- _Problem to work on_: What is the number of lines below that contain the string "stream"? Give it and nothing else.

────────────────────────────────────────

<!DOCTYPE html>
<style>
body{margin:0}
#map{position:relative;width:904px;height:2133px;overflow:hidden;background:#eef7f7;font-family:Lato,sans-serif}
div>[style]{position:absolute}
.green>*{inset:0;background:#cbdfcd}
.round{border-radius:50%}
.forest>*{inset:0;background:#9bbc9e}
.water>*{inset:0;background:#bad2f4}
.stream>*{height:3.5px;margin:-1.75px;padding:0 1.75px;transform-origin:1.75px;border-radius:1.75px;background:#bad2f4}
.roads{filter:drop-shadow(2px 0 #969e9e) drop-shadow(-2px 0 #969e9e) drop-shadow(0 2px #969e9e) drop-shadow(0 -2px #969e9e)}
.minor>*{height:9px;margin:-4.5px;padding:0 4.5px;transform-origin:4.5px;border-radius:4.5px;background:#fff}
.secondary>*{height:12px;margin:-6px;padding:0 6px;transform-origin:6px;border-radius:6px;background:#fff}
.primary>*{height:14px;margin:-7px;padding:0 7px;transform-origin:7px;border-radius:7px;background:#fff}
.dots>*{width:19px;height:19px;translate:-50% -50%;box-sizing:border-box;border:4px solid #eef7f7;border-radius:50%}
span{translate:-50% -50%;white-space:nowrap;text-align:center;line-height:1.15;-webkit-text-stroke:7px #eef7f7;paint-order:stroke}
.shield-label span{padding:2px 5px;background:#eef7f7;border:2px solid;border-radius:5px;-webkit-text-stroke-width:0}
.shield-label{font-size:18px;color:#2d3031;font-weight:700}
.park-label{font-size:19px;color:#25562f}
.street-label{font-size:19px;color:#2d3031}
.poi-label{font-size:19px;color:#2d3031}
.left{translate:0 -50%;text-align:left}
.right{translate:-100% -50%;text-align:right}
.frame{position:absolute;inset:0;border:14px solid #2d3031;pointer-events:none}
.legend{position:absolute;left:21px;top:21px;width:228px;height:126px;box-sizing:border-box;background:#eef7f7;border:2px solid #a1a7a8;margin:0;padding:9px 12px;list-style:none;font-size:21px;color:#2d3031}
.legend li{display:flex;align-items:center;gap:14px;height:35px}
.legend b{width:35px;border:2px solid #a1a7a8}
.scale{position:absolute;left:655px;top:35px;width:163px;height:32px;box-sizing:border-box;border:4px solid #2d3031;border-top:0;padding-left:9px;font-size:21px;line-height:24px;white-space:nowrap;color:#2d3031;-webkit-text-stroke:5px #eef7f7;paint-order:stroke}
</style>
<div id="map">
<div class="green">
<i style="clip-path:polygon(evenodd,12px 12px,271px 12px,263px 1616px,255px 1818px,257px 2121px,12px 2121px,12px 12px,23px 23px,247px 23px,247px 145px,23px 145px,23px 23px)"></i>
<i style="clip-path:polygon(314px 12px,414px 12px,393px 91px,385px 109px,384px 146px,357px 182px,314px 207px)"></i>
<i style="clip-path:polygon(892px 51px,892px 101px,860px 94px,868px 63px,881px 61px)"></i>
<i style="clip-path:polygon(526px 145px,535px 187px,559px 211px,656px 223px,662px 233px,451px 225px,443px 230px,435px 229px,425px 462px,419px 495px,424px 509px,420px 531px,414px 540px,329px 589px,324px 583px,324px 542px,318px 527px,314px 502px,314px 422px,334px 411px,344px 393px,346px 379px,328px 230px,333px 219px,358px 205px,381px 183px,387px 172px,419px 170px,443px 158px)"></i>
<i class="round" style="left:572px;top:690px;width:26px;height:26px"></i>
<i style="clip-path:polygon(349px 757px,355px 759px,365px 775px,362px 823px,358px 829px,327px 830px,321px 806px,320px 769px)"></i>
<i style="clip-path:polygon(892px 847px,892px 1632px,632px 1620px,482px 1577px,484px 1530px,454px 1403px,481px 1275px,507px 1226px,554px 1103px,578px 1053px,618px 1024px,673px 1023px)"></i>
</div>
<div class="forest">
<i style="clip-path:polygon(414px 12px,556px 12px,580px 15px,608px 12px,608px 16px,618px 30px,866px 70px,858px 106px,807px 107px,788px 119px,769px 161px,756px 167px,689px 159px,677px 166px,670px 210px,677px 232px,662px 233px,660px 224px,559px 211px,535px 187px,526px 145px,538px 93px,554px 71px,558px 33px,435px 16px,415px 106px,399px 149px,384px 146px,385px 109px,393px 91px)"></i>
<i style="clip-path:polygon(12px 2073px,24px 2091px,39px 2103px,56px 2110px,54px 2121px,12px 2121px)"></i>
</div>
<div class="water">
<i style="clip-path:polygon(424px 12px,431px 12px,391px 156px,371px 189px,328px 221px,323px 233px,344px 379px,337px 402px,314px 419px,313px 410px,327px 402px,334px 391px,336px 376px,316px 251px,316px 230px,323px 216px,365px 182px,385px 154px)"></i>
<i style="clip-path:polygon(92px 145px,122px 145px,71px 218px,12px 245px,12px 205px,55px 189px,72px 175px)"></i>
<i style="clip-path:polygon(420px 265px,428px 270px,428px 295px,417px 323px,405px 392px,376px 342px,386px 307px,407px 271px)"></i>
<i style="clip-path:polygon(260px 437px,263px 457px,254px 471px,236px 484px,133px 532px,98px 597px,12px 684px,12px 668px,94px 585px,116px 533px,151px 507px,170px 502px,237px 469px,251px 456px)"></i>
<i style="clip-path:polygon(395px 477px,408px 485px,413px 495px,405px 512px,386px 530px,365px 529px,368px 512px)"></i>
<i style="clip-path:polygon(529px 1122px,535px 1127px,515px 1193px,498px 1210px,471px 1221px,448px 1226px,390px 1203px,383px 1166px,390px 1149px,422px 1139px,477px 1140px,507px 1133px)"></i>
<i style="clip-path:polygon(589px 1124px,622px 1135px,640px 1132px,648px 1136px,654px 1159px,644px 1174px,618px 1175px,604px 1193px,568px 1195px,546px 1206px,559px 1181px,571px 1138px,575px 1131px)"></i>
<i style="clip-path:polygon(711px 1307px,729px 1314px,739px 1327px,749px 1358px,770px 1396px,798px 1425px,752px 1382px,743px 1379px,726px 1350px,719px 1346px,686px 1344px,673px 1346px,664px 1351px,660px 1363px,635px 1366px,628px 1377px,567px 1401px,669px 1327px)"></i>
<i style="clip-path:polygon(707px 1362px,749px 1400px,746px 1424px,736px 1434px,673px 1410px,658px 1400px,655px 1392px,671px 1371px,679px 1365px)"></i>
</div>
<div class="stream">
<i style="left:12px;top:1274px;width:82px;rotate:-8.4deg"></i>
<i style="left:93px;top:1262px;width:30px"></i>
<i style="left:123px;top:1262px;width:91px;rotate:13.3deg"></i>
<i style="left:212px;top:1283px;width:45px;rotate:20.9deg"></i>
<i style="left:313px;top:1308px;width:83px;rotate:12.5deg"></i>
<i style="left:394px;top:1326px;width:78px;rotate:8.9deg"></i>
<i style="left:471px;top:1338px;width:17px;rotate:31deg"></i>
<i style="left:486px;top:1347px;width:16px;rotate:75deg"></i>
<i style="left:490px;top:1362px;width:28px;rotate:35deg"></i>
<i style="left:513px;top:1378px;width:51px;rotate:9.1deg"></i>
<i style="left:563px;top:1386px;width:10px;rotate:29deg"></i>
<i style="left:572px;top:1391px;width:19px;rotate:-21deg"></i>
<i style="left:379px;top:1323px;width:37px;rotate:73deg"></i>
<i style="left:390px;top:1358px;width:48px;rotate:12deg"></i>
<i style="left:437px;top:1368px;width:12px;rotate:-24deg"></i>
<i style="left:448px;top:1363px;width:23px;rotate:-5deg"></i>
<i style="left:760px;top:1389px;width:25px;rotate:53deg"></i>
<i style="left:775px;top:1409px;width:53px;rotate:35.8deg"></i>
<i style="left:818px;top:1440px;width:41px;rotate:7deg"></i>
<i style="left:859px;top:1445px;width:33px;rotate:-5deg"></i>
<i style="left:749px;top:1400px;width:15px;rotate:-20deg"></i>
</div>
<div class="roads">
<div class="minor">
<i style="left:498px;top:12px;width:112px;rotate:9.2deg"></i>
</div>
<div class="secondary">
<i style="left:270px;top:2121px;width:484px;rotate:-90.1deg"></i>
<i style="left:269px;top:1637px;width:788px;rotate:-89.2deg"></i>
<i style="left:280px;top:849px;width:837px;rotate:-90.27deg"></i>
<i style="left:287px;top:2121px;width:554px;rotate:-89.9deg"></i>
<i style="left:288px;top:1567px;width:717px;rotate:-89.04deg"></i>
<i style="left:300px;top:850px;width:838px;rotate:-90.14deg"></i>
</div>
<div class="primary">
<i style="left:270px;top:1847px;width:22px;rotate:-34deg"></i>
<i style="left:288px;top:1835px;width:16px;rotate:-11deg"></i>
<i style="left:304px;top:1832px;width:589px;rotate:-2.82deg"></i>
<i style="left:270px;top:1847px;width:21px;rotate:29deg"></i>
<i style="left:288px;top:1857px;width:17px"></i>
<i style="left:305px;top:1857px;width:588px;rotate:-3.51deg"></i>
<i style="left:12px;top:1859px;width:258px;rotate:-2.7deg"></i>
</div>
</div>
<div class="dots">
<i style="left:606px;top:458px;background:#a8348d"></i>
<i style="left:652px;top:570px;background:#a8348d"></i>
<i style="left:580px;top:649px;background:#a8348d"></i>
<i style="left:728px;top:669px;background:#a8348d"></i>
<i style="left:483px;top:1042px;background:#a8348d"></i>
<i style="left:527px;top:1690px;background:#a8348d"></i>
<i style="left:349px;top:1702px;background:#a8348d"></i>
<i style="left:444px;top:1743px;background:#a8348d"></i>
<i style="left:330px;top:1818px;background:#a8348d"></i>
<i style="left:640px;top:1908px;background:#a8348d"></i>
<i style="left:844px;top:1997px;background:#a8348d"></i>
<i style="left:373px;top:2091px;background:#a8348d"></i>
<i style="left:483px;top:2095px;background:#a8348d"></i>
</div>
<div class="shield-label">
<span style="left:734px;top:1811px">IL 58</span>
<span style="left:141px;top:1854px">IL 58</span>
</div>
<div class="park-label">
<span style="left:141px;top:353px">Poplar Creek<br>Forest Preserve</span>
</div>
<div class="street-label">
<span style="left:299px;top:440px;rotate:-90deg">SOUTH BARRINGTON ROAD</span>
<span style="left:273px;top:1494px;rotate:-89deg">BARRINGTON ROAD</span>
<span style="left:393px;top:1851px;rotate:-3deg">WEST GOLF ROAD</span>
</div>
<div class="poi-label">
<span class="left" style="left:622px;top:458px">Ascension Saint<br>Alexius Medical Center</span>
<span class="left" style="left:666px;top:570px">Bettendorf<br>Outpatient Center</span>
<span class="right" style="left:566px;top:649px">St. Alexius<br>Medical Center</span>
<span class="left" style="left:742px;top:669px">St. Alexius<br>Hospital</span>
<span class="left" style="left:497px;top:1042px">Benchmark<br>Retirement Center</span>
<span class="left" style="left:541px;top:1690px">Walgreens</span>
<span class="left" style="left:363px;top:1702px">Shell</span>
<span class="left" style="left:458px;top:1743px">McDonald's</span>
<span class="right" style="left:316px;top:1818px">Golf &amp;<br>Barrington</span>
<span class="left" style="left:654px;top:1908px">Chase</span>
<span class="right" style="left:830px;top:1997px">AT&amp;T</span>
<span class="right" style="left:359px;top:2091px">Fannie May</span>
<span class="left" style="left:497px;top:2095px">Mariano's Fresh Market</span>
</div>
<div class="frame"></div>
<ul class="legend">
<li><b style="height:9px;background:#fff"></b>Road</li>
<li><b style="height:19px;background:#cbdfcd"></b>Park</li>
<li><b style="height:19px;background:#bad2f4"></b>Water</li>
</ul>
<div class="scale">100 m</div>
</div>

────────────────────────────────────────

- _Final answer_: 2